To gain a deeper understanding of the security of Blast, we conducted a detailed analysis of its Deposit contract code. The main findings highlighted the following risk points:

1. Centralization Risk

The most critical enableTransition function in the Blast Deposit contract is only callable by the contract administrator. This function takes the mainnetBridge contract address as a parameter, and the mainnetBridge contract can access all staked ETH and DAI.

In addition, the Blast Deposit contract can be upgraded at any time through the upgradeTo function. While this is primarily used to fix potential vulnerabilities, there is also the possibility of abuse. In contrast, a well-known Layer 2 project takes a more cautious approach to contract upgrades, requiring a 10-day delay for modifications under non-emergency circumstances, and decisions must be made by a protocol council composed of multiple members.
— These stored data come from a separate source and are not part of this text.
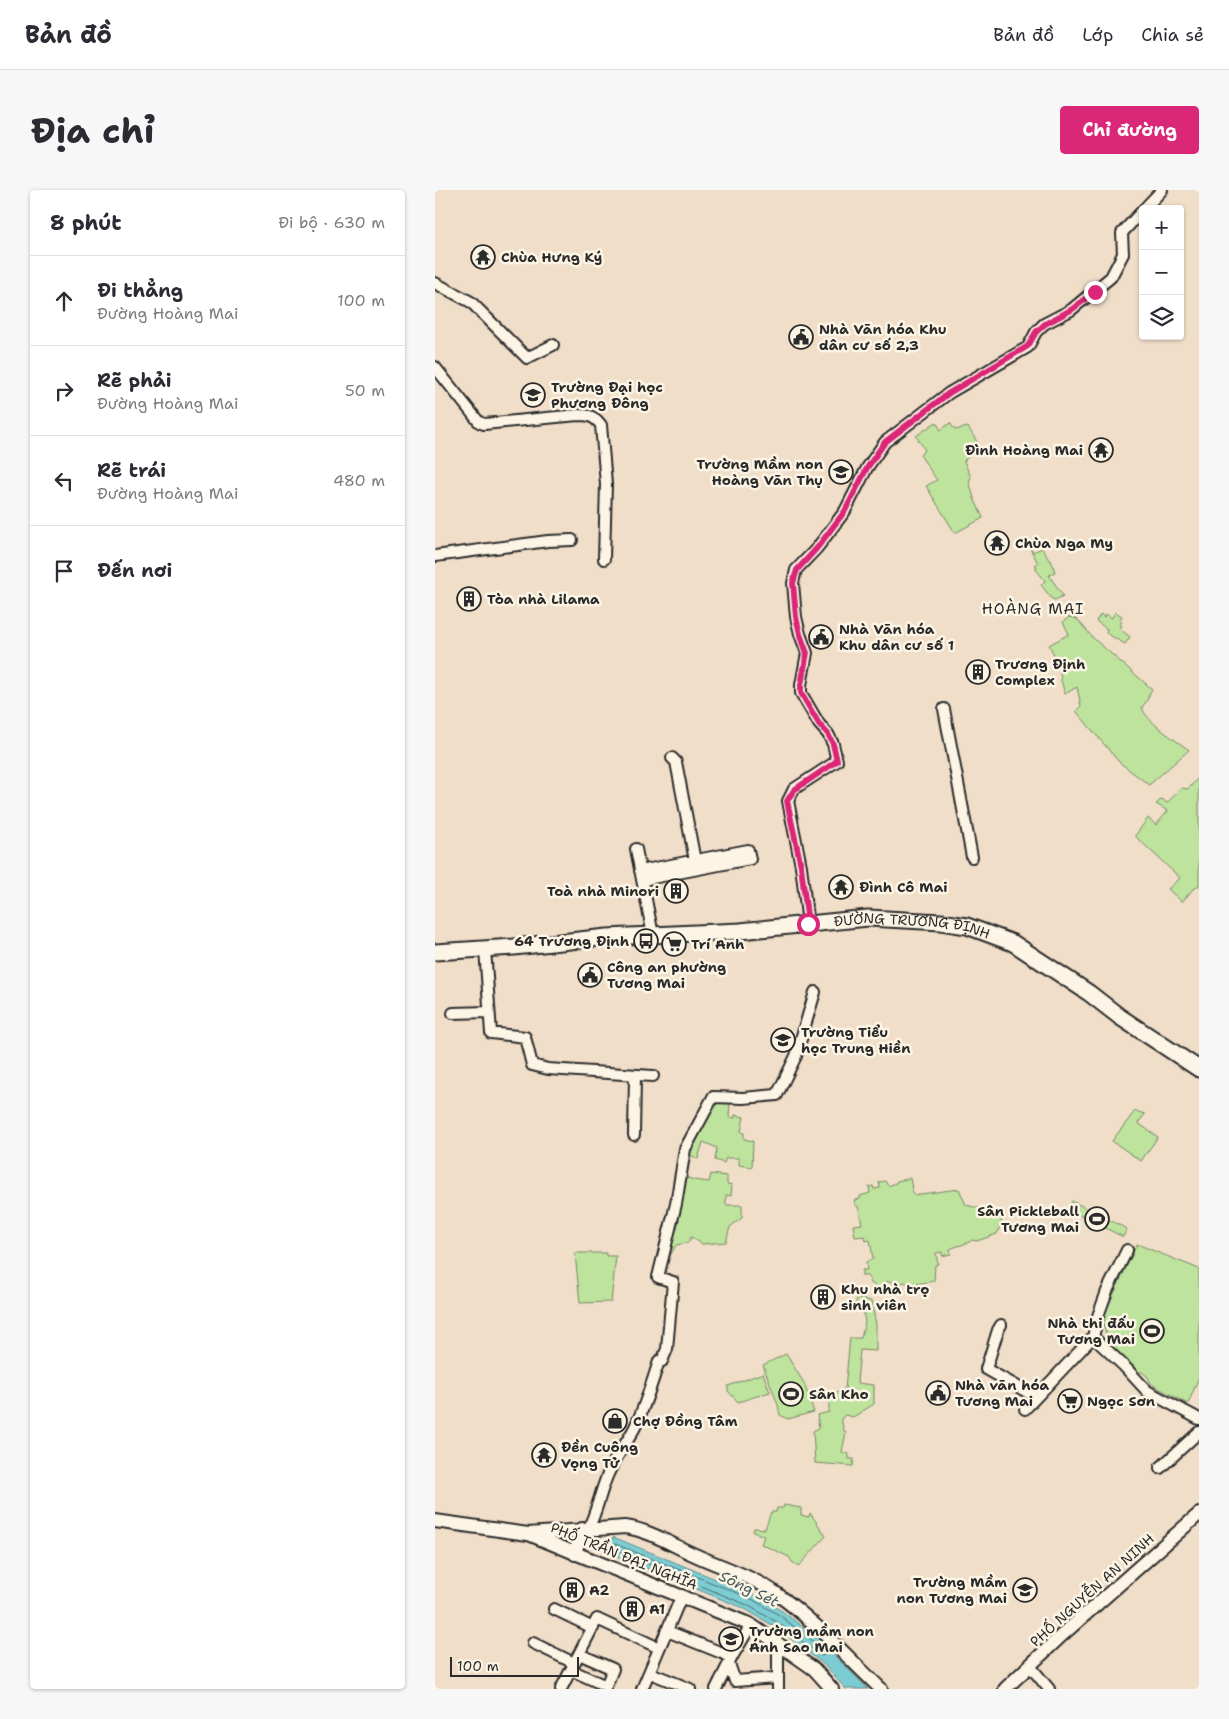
<!DOCTYPE html>
<html lang="vi">
<meta charset="utf-8">
<style>
body{margin:0;font-family:"Shantell Sans",sans-serif;background:#f7f7f7;color:#2b2b33}
.controls{position:absolute;right:15px;top:15px;display:grid;overflow:hidden;border-radius:5px;box-shadow:0 1px 4px #0004}
.controls button{width:45px;height:45px;display:grid;place-items:center;padding:0;border:0;border-bottom:1px solid #e1e1e2;background:#fff;color:#2b2b33;font:25px sans-serif}
.scale{position:absolute;left:15px;bottom:12px;width:129px;box-sizing:border-box;padding-left:5px;border:2px solid #2b2b2b;border-top:0;font-size:14px;line-height:18px;white-space:nowrap;color:#2b2b2b;-webkit-text-stroke:4px #fcf5e5;paint-order:stroke}
.stop{position:absolute;width:15px;height:15px;margin:-11px;border:4px solid #db2777;border-radius:50%;background:#fff}
.stop.end{background:#db2777;border-color:#fff;box-shadow:0 1px 5px #0008}
.list{margin:0;padding:0;list-style:none}
h2{display:flex;justify-content:space-between;align-items:center;height:65px;margin:0;padding:0 20px;font-size:21px}
h2 small{font-size:16px;font-weight:400;color:#7c7c81}
.list li{display:grid;grid-template-columns:32px 1fr auto;gap:15px;align-items:center;box-sizing:border-box;height:90px;padding:0 20px;border-top:1px solid #e1e1e2}
.list b{display:block;font-size:19px;white-space:nowrap}
.list p{margin:0;font-size:16px;white-space:nowrap;color:#7c7c81}
.list em{font-size:16px;font-style:normal;color:#7c7c81}
.icon{flex:none;width:28px;height:28px;fill:none;stroke:currentColor;stroke-width:2;stroke-linecap:round;stroke-linejoin:round}
.map{position:relative;flex:none;width:764px;height:1499px;overflow:hidden;border-radius:5px}
header{display:flex;align-items:center;gap:30px;box-sizing:border-box;height:70px;padding:0 25px;background:#fff;border-bottom:1px solid #e1e1e2}
header strong{font-size:24px}
nav{display:flex;gap:28px;margin-inline-start:auto;font-size:18px}
.intro{display:flex;align-items:center;justify-content:space-between;box-sizing:border-box;height:120px;padding:0 30px}
h1{margin:0;font-size:35px}
.button{padding:12px 22px;border-radius:5px;background:#db2777;color:#fff;font-size:18px;font-weight:700}
main{display:flex;gap:30px;padding:0 30px}
aside{flex:1;background:#fff;border-radius:5px;box-shadow:0 1px 4px #0004}
.map>svg:first-child{display:block}
.green{fill:#bde39d;stroke:#748764}
.water{fill:#7ccdd3;stroke:#5c8c90}
.lines{fill:none;stroke-linecap:round;stroke-linejoin:round}
.shore{stroke:#4b6c6e;stroke-width:1}
.minor-casing{stroke:#2b2b2b;stroke-width:14}
.tertiary-casing{stroke:#2b2b2b;stroke-width:16}
.secondary-casing{stroke:#2b2b2b;stroke-width:19}
.minor{stroke:#fcf5e5;stroke-width:10}
.tertiary{stroke:#fcf5e5;stroke-width:12}
.secondary{stroke:#fcf5e5;stroke-width:15}
.route{stroke:#db2777;stroke-width:6}
.labels{text-anchor:middle;dominant-baseline:central;stroke-width:5;stroke-linejoin:round;paint-order:stroke}
.poi-label{font-size:14px;font-weight:bold;fill:#2b2b2b;stroke:#fcf5e5;text-anchor:start}
.street-label{font-size:14px;fill:#2b2b2b;stroke:#fcf5e5}
.neighbourhood-label{font-size:15px;letter-spacing:1px;fill:#2b2b2b;stroke:#fcf5e5}
.water-label{font-size:15px;font-style:italic;fill:#435c5d;stroke:#fcf5e5}
</style>
<header>
<strong>Bản đồ</strong>
<nav><a>Bản đồ</a><a>Lớp</a><a>Chia sẻ</a></nav>
</header>
<div class="intro"><h1>Địa chỉ</h1><a class="button">Chỉ đường</a></div>
<main>
<aside>
<h2>8 phút<small>Đi bộ · 630 m</small></h2>
<ul class="list">
<li><svg class="icon" aria-label="ahead" viewBox="0 0 24 24"><path d="M12 20V5M6 11l6-6 6 6"/></svg><div><b>Đi thẳng</b><p>Đường Hoàng Mai</p></div><em>100 m</em></li>
<li><svg class="icon" aria-label="right" viewBox="0 0 24 24"><path d="M7 20v-9h11M14 6l5 5-5 5"/></svg><div><b>Rẽ phải</b><p>Đường Hoàng Mai</p></div><em>50 m</em></li>
<li><svg class="icon" aria-label="left" viewBox="0 0 24 24"><path d="M17 20v-9H6M10 6l-5 5 5 5"/></svg><div><b>Rẽ trái</b><p>Đường Hoàng Mai</p></div><em>480 m</em></li>
<li><svg class="icon" aria-label="arrive" viewBox="0 0 24 24"><path d="M6 21V4h12l-3 4 3 4H6"/></svg><div><b>Đến nơi</b></div></li>
</ul>
</aside>
<div class="map">
<svg width="764" height="1499" viewBox="0 0 764 1499">
<rect width="100%" height="100%" fill="#f1dec9"/>
<filter id="ink" filterUnits="userSpaceOnUse"><feTurbulence type="fractalNoise" baseFrequency=".02" numOctaves="2"/><feDisplacementMap in="SourceGraphic" scale="10" xChannelSelector="R" yChannelSelector="G"/><feConvolveMatrix kernelMatrix="1 2 1 2 8 2 1 2 1" color-interpolation-filters="sRGB"/></filter>
<g filter="url(#ink)">
<path class="green" d="M501,232L506,240L515,233L520,240L533,237L544,255L532,263L533,267L529,271L536,288L534,291L539,308L548,328L520,343L491,296L502,290L485,265L490,260L481,246Z
M594,354L598,362L607,358L614,370H616L620,382L614,385L628,406L620,410L617,409L606,395L610,391L600,378L602,377L600,375L603,373L593,355Z
M680,422L687,426L685,429L687,431L685,435L687,436L685,439L695,447L690,454L671,443L672,439L661,431L666,424L669,427L671,424L677,428Z
M634,427L642,429L658,448L717,499C712,507 715,508 707,517C710,531 742,551 754,560L714,595L684,572L641,521L646,516L642,497L630,504L626,490L624,474L614,455L634,444L628,432Z
M764,587V696L758,699L747,712L733,699L745,688L700,646L713,628L721,635L733,621L721,614L727,609L732,613L746,598L753,599Z
M295,912L294,927L300,928V925L309,927L306,942L309,943V949L318,951L317,977L304,975V968H291L289,973L280,970L282,958L268,952L263,969L251,963L276,914Z
M700,921L710,924L703,933L723,947L706,971L677,951Z
M276,984L292,986V994L297,995L296,1006L291,1005V1015H307V1028L295,1037L291,1052L267,1054L256,1047L253,1053L241,1055L235,1066L229,1064L247,986L259,990L274,992Z
M475,988L478,1005L524,999L531,1015L547,1019L567,1030L562,1044L542,1051L537,1050C533,1054 521,1056 515,1059L516,1064L507,1066V1062L501,1063L503,1074L500,1075L499,1091L474,1095L470,1092L458,1095L457,1091L447,1093V1097H441L436,1093L433,1086H427V1080H432L431,1072L438,1069L435,1050L430,1051L429,1046L420,1047L418,1035L427,1034L423,1016H421L419,1010L425,1009V1006L435,1003L434,997L438,996L439,999L445,998L444,992L450,991L453,996L461,993L462,991Z
M637,1011L692,1039L688,1047L633,1019Z
M702,1054L764,1079V1187L753,1214L716,1194L713,1187L707,1182H704L673,1152L667,1129Z
M140,1063H171V1066H181L176,1112L145,1113Z
M422,1108L436,1111L441,1134V1161L425,1160L422,1193L439,1195V1214L418,1227L410,1225L406,1229L409,1241L411,1242L407,1262L414,1264V1269H419L418,1276L380,1273L378,1241L384,1238L382,1225L394,1222V1206L410,1199L415,1148H426L430,1132L428,1120L419,1119Z
M351,1164L369,1193L379,1222L353,1229L345,1225L343,1215L328,1175Z
M328,1183L335,1202L303,1212L293,1201V1196Z
M349,1315L366,1318V1325L374,1327L375,1323L391,1346L364,1376L357,1372L354,1367L326,1354L329,1346L318,1342L319,1338L330,1339L336,1322H341L342,1318H348Z"/>
<path class="water" d="M178,1347L317,1404L347,1421L382,1448L433,1499H411L387,1473L339,1436L310,1419L172,1362Z"/>
<g class="lines">
<path class="shore" d="M180,1354L315,1408L344,1425L379,1452L390,1462V1465L386,1466L342,1432L312,1415L180,1360L179,1358Z"/>
<g class="minor-casing">
<path id="minor" d="M709,19L727,0
M0,93L36,112L92,168L118,155
M0,177L44,232L49,234L143,225C154,225 159,226 166,235L171,294L169,369
M0,366L113,351L137,350
M509,519L537,667
M237,568L241,572L261,676
M201,659L218,745
M205,681L313,660L315,669L207,690
M373,734L366,676L353,611L359,599L402,571L398,554L393,544L384,534L366,503V495L372,463L365,444L361,427L358,393L361,380L382,358L410,321L432,278L450,252L514,203L593,157L601,142L609,134L636,120L676,87L688,64L687,43L708,20
M50,759L56,843L90,847L97,875L113,879L218,886
M18,823L53,822
M199,945L200,886
M566,1135L563,1140L551,1179L601,1207
M658,1147L689,1176L712,1201L764,1229
M590,1219L658,1147L663,1126L672,1101L692,1060
M725,1278L764,1242
M153,1339C162,1322 165,1302 173,1284C180,1268 192,1253 200,1237C210,1216 217,1193 224,1171H227L232,1159L238,1092L223,1087L241,1014L250,959L278,907L308,908L342,905L361,866L380,802
M119,1419L158,1438
M237,1443L297,1467
M98,1453L139,1473
M294,1474L300,1491L342,1488
M595,1476L614,1499
M136,1480L171,1496L178,1479L144,1464
M218,1484L255,1499
M126,1499L162,1429L224,1458
M207,1499L247,1405
M281,1499L297,1467L316,1435
M343,1499V1452"/>
</g>
<g class="tertiary-casing">
<path id="tertiary" d="M0,1331L93,1344L190,1337C214,1340 237,1355 260,1365C286,1377 319,1387 342,1404C381,1432 412,1467 446,1499
M96,1345L316,1435L379,1479L397,1499
M140,1364L147,1339
M570,1499L627,1445L764,1324"/>
</g>
<g class="secondary-casing">
<g id="secondary">
<path id="s1" d="M0,762L79,757L172,747L305,741L433,728L506,732L532,736L578,753L654,803L685,827L764,879"/>
</g>
</g>
<use href="#minor" class="minor"/>
<use href="#tertiary" class="tertiary"/>
<use href="#secondary" class="secondary"/>
</g>
</g>
<g class="lines" filter="url(#ink)">
<path class="route" d="M373,734L366,676L352,611L359,600L402,571L398,554L393,544L384,534L366,503V495L372,463L365,444L361,427L358,393L362,380L382,358L410,321L432,278L450,252L514,203L593,156L601,142L610,134L636,120L660,102"/>
</g>
<defs>
<g id="temple-ring" transform="scale(1.25)"><circle r="9.5" fill="#fcf5e5" stroke="#2b2b2b" stroke-width="1.5"/><path d="M0-6L5-2H3V0L6.5 2.5H4V6H1.5V3h-3V6H-4V2.5H-6.5L-3 0V-2H-5Z" fill="#2b2b2b"/></g>
<g id="civic-ring" transform="scale(1.25)"><circle r="9.5" fill="#fcf5e5" stroke="#2b2b2b" stroke-width="1.5"/><path d="M-.6-6.5H3V-4.5H.6V-3L4-1V1h2V6H-6V1h2V-1L-.6-3ZM-1.2 2.5V6h2.4V2.5Z" fill="#2b2b2b"/></g>
<g id="university-ring" transform="scale(1.25)"><circle r="9.5" fill="#fcf5e5" stroke="#2b2b2b" stroke-width="1.5"/><path d="M0-5L7-2L0 1L-7-2ZM-4 1L0 2.5L4 1V4Q0 6-4 4Z" fill="#2b2b2b"/></g>
<g id="school-ring" transform="scale(1.25)"><circle r="9.5" fill="#fcf5e5" stroke="#2b2b2b" stroke-width="1.5"/><path d="M0-5L7-2L0 1L-7-2ZM-4 1L0 2.5L4 1V4Q0 6-4 4Z" fill="#2b2b2b"/></g>
<g id="building-ring" transform="scale(1.25)"><circle r="9.5" fill="#fcf5e5" stroke="#2b2b2b" stroke-width="1.5"/><path d="M-4-6H4V6H1V3H-1V6H-4ZM-2.5-4.3h1.7v1.8h-1.7ZM.8-4.3h1.7v1.8H.8ZM-2.5-1h1.7V.8h-1.7ZM.8-1h1.7V.8H.8Z" fill="#2b2b2b"/></g>
<g id="bus-ring" transform="scale(1.25)"><circle r="9.5" fill="#fcf5e5" stroke="#2b2b2b" stroke-width="1.5"/><path d="M-5-6H5V4H4V6H2V4H-2V6H-4V4H-5ZM-3.5-4V0h7V-4ZM-3.5 1.2v1.5H-2V1.2ZM2 1.2v1.5H3.5V1.2Z" fill="#2b2b2b"/></g>
<g id="supermarket-ring" transform="scale(1.25)"><circle r="9.5" fill="#fcf5e5" stroke="#2b2b2b" stroke-width="1.5"/><path d="M-6-5.5h2.5l.6 2H6L4.5 2H-2.5L-4.4-4H-6ZM-1.5 3.2a1.3 1.3 0 1 0 .1 0ZM3 3.2a1.3 1.3 0 1 0 .1 0Z" fill="#2b2b2b"/></g>
<g id="stadium-ring" transform="scale(1.25)"><circle r="9.5" fill="#fcf5e5" stroke="#2b2b2b" stroke-width="1.5"/><path d="M0-5a6.5 5 0 1 0 0 10a6.5 5 0 1 0 0-10ZM-3.5-1.8h7v3.6h-7Z" fill="#2b2b2b"/></g>
<g id="shop-ring" transform="scale(1.25)"><circle r="9.5" fill="#fcf5e5" stroke="#2b2b2b" stroke-width="1.5"/><path d="M-5-2.5h2.3a2.7 3.5 0 0 1 5.4 0H5L5.5 6h-11ZM-1.5-2.5h3a1.5 2.3 0 0 0-3 0Z" fill="#2b2b2b"/></g>
</defs>
<g fill-rule="evenodd">
<use href="#temple-ring" x="48" y="67"/>
<use href="#civic-ring" x="366" y="147"/>
<use href="#university-ring" x="98" y="205"/>
<use href="#temple-ring" x="666" y="260"/>
<use href="#school-ring" x="406" y="282"/>
<use href="#temple-ring" x="562" y="353"/>
<use href="#building-ring" x="34" y="409"/>
<use href="#civic-ring" x="386" y="447"/>
<use href="#building-ring" x="543" y="482"/>
<use href="#temple-ring" x="406" y="697"/>
<use href="#building-ring" x="241" y="701"/>
<use href="#bus-ring" x="211" y="751"/>
<use href="#supermarket-ring" x="239" y="754"/>
<use href="#civic-ring" x="155" y="785"/>
<use href="#school-ring" x="348" y="850"/>
<use href="#stadium-ring" x="662" y="1029"/>
<use href="#building-ring" x="388" y="1107"/>
<use href="#stadium-ring" x="717" y="1141"/>
<use href="#civic-ring" x="503" y="1203"/>
<use href="#stadium-ring" x="356" y="1204"/>
<use href="#supermarket-ring" x="635" y="1211"/>
<use href="#shop-ring" x="180" y="1231"/>
<use href="#temple-ring" x="109" y="1265"/>
<use href="#building-ring" x="137" y="1400"/>
<use href="#school-ring" x="590" y="1400"/>
<use href="#building-ring" x="197" y="1419"/>
<use href="#school-ring" x="296" y="1449"/>
</g>
<g class="labels">
<g class="poi-label">
<text x="66" y="67">Chùa Hưng Ký</text>
<text x="384" y="139">Nhà Văn hóa Khu<tspan x="384" dy="16">dân cư số 2,3</tspan></text>
<text x="116" y="197">Trường Đại học<tspan x="116" dy="16">Phương Đông</tspan></text>
<text x="648" y="260" text-anchor="end">Đình Hoàng Mai</text>
<text x="388" y="274" text-anchor="end">Trường Mầm non<tspan x="388" dy="16">Hoàng Văn Thụ</tspan></text>
<text x="580" y="353">Chùa Nga My</text>
<text x="52" y="409">Tòa nhà Lilama</text>
<text x="404" y="439">Nhà Văn hóa<tspan x="404" dy="16">Khu dân cư số 1</tspan></text>
<text x="560" y="474">Trương Định<tspan x="560" dy="16">Complex</tspan></text>
<text x="424" y="697">Đình Cô Mai</text>
<text x="224" y="701" text-anchor="end">Toà nhà Minori</text>
<text x="194" y="751" text-anchor="end">64 Trương Định</text>
<text x="256" y="754">Trí Anh</text>
<text x="172" y="777">Công an phường<tspan x="172" dy="16">Tương Mai</tspan></text>
<text x="366" y="842">Trường Tiểu<tspan x="366" dy="16">học Trung Hiền</tspan></text>
<text x="644" y="1021" text-anchor="end">Sân Pickleball<tspan x="644" dy="16">Tương Mai</tspan></text>
<text x="406" y="1099">Khu nhà trọ<tspan x="406" dy="16">sinh viên</tspan></text>
<text x="700" y="1133" text-anchor="end">Nhà thi đấu<tspan x="700" dy="16">Tương Mai</tspan></text>
<text x="520" y="1195">Nhà văn hóa<tspan x="520" dy="16">Tương Mai</tspan></text>
<text x="374" y="1204">Sân Kho</text>
<text x="652" y="1211">Ngọc Sơn</text>
<text x="198" y="1231">Chợ Đồng Tâm</text>
<text x="126" y="1257">Đền Cuông<tspan x="126" dy="16">Vọng Tử</tspan></text>
<text x="572" y="1392" text-anchor="end">Trường Mầm<tspan x="572" dy="16">non Tương Mai</tspan></text>
<text x="154" y="1400">A2</text>
<text x="214" y="1419">A1</text>
<text x="314" y="1441">Trường mầm non<tspan x="314" dy="16">Ánh Sao Mai</tspan></text>
</g>
<g class="street-label">
<text stroke="none"><textPath href="#s1" startOffset="479">ĐƯỜNG TRƯƠNG ĐỊNH</textPath></text>
<text transform="translate(189 1366) rotate(22)">PHỐ TRẦN ĐẠI NGHĨA</text>
<text transform="translate(657 1400) rotate(-42)">PHỐ NGUYỄN AN NINH</text>
</g>
<g class="neighbourhood-label">
<text x="598" y="419">HOÀNG MAI</text>
</g>
<g class="water-label">
<text transform="translate(314 1399) rotate(26)">Sông Sét</text>
</g>
</g>
</svg>
<div class="controls">
<button>+</button>
<button>−</button>
<button><svg class="icon" aria-label="layers" viewBox="0 0 24 24"><path d="M12 4l9 5-9 5-9-5zM3 14l9 5 9-5"/></svg></button>
</div>
<div class="scale">100 m</div>
<div class="stop" style="left:373px;top:734px"></div>
<div class="stop end" style="left:660px;top:102px"></div>
</div>
</main>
2. Multi-signature Dispute

Upon investigation, the permissions of the Blast Deposit contract are controlled by a 3/5 multi-signature wallet. These 5 signature addresses are all newly created accounts from 3 months ago, and their identity information has not been disclosed. Since the entire contract is essentially a custodial contract protected by a multi-signature wallet, rather than a standard Rollup cross-chain bridge, it has raised concerns among the community and developers.

The Blast team acknowledged the existence of these security risks and stated that while immutable smart contracts are generally considered safer, they may conceal undiscovered vulnerabilities. Upgradable smart contracts also bring their own risks, such as contract upgrades and potential exploitative time locks. To mitigate these risks, Blast indicated that it will use multiple hardware wallets for management to avoid centralization risks.

However, the Blast team has not provided a clear answer to whether wallet management can effectively avoid the risks of centralization and phishing attacks, and whether there are sound management processes in place. It is worth noting that there have been multiple security incidents in the past where users lost assets due to improper private key management, even when the project used multi-signature wallets or MPC wallet technology.

On February 19, the Blast team carried out an update to the Deposit contract, primarily adding the Predeploys contract and introducing the IERC20Permit interface in preparation for the mainnet launch.

Security Challenges Facing the Blast Ecosystem

On February 25, an anti-money laundering analysis platform detected a suspected RugPull incident in a GambleFi project within the Blast ecosystem, resulting in a loss of approximately 500 ETH. The project's official social media account is currently inaccessible.

Multiple investors openly shared their experiences of losses. They stated that they initially regarded the project as a promising investment opportunity, mainly due to endorsements from reputable projects and partners within the Blast ecosystem. However, the subsequent public fundraising phase turned into an unlimited round of financing, which raised their doubts about the project.

A certain on-chain analysis tool shows that most of the stolen funds from the GambleFi project have been transferred to different trading platforms, and a small amount of funds has been cross-chain transferred to other public chains.

In summary, although Blast shows strong development momentum, the security challenges it faces cannot be ignored. Investors need to remain vigilant when participating in related projects and comprehensively assess potential risks.